— DATA TO PROCESS —

════════

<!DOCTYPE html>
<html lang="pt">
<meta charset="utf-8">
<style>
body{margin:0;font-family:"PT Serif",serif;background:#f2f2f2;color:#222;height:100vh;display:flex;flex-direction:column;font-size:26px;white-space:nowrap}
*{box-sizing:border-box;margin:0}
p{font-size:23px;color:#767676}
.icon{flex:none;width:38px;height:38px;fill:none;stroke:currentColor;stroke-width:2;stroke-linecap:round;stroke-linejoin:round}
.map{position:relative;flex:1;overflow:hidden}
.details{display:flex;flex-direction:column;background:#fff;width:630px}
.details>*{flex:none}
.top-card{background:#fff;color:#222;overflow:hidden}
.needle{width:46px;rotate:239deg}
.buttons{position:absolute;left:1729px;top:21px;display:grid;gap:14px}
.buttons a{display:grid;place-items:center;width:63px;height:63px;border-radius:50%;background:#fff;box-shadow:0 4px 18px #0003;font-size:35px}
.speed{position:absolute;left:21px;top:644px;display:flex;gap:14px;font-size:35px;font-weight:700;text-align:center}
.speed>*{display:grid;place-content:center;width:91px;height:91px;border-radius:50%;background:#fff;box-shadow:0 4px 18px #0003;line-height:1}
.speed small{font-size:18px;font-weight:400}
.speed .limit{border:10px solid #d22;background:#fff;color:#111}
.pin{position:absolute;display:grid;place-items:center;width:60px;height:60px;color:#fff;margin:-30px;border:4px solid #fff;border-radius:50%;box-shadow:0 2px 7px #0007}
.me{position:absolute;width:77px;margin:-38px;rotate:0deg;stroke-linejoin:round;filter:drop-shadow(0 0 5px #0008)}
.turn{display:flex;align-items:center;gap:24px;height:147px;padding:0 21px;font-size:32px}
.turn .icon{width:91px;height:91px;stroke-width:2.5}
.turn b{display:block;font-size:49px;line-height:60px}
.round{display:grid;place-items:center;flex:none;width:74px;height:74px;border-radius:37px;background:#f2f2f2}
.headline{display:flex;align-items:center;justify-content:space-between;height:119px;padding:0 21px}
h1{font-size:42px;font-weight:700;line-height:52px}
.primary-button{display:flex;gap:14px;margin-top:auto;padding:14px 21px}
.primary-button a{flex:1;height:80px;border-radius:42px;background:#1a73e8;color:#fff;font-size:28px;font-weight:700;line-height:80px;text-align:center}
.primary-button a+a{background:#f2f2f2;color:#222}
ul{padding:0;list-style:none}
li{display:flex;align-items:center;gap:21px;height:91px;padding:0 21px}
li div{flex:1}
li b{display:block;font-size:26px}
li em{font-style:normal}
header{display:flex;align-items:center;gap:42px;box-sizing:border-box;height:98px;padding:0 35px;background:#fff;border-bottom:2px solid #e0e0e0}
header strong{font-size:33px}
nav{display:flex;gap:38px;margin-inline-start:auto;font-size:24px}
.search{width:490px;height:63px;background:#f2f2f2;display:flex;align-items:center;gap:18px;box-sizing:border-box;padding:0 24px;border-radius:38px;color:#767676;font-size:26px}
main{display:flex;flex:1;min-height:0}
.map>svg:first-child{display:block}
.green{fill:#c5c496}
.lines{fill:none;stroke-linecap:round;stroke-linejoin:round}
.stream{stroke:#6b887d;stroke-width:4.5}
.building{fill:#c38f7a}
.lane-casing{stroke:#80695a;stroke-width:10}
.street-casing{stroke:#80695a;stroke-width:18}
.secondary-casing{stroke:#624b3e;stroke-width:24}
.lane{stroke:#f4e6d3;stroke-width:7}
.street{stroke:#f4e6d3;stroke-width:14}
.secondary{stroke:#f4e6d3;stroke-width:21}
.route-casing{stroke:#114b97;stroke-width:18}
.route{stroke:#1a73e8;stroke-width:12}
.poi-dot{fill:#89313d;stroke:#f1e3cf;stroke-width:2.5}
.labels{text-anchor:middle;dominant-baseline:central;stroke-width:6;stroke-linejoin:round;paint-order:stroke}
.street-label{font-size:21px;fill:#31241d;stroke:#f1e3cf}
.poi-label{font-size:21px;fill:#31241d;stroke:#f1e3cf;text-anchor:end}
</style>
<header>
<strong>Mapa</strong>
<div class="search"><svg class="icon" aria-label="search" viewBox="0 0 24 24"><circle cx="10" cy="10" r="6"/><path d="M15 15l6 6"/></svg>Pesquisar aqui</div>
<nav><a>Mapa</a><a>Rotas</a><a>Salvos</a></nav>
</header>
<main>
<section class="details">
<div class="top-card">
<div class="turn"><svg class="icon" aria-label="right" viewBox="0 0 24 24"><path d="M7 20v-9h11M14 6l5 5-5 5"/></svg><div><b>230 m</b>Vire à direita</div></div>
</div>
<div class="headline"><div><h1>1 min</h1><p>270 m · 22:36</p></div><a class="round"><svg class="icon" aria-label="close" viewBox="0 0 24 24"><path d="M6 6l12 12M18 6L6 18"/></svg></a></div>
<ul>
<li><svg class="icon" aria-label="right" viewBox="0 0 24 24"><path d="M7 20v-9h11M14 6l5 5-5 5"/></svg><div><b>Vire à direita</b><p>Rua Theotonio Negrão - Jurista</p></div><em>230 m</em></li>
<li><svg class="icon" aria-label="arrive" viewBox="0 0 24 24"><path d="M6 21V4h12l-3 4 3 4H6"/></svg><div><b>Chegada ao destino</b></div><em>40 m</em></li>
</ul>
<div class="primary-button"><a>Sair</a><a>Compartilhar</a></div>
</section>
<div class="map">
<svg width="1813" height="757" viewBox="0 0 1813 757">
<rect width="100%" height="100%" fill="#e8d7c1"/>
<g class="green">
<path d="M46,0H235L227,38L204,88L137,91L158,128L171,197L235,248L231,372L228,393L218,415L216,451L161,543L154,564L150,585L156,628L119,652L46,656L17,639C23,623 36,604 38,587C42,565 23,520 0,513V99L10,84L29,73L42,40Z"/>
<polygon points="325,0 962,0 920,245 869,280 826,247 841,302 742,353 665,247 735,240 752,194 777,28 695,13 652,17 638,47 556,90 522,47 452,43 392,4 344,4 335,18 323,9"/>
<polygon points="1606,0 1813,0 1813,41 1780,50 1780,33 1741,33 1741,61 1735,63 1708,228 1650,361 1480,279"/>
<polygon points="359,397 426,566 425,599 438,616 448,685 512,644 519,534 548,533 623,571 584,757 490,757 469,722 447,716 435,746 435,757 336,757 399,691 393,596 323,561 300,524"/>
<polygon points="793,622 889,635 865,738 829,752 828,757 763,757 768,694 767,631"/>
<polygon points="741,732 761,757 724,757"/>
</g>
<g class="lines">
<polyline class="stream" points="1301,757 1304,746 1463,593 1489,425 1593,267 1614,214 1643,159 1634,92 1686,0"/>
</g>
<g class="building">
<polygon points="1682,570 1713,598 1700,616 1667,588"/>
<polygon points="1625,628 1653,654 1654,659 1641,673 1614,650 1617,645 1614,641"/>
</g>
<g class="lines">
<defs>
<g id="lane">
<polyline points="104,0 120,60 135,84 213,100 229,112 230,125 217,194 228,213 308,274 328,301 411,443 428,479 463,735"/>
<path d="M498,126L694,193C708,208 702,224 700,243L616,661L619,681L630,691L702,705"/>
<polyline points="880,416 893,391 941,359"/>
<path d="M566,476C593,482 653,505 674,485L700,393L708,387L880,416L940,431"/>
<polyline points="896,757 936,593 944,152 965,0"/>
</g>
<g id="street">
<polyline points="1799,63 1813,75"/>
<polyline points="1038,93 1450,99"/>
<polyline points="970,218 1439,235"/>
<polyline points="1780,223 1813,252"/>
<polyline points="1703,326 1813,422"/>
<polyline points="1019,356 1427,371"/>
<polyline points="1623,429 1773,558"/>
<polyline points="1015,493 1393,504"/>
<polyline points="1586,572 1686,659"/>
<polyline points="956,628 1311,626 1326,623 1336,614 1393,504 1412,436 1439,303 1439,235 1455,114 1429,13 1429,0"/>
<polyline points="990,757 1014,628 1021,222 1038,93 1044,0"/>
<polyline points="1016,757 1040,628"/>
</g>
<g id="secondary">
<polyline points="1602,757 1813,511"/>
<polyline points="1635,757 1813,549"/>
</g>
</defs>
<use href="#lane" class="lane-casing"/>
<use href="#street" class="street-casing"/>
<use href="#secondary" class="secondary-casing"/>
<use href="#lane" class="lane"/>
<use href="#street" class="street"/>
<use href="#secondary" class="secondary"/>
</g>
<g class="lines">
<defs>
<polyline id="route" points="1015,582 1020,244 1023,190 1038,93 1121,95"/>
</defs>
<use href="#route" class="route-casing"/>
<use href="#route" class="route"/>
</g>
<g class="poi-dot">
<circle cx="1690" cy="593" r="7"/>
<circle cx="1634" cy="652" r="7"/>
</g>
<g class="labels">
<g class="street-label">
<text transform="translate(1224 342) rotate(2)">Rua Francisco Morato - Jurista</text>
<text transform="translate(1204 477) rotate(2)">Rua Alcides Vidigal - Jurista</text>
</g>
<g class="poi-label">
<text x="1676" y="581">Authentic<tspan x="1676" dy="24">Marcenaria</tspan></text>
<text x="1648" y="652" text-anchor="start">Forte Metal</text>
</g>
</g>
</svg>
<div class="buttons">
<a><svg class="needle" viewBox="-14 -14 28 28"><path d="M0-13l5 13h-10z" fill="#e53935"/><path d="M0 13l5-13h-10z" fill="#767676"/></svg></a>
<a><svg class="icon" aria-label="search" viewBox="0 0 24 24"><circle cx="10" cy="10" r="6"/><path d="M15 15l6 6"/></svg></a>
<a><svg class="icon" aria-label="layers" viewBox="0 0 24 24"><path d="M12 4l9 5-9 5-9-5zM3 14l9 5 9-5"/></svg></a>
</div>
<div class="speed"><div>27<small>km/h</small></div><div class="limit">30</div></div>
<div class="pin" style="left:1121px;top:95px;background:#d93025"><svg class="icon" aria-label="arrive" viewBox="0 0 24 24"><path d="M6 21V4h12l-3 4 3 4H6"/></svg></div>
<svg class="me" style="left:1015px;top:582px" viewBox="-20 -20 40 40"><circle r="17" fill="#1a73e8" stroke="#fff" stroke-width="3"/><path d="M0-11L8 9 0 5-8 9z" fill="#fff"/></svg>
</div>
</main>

════════

— TASK INSTRUCTIONS —
Working from the entries above, return all lines that contain "linejoin".

— YOUR RESPONSE —
.icon{flex:none;width:38px;height:38px;fill:none;stroke:currentColor;stroke-width:2;stroke-linecap:round;stroke-linejoin:round}
.me{position:absolute;width:77px;margin:-38px;rotate:0deg;stroke-linejoin:round;filter:drop-shadow(0 0 5px #0008)}
.lines{fill:none;stroke-linecap:round;stroke-linejoin:round}
.labels{text-anchor:middle;dominant-baseline:central;stroke-width:6;stroke-linejoin:round;paint-order:stroke}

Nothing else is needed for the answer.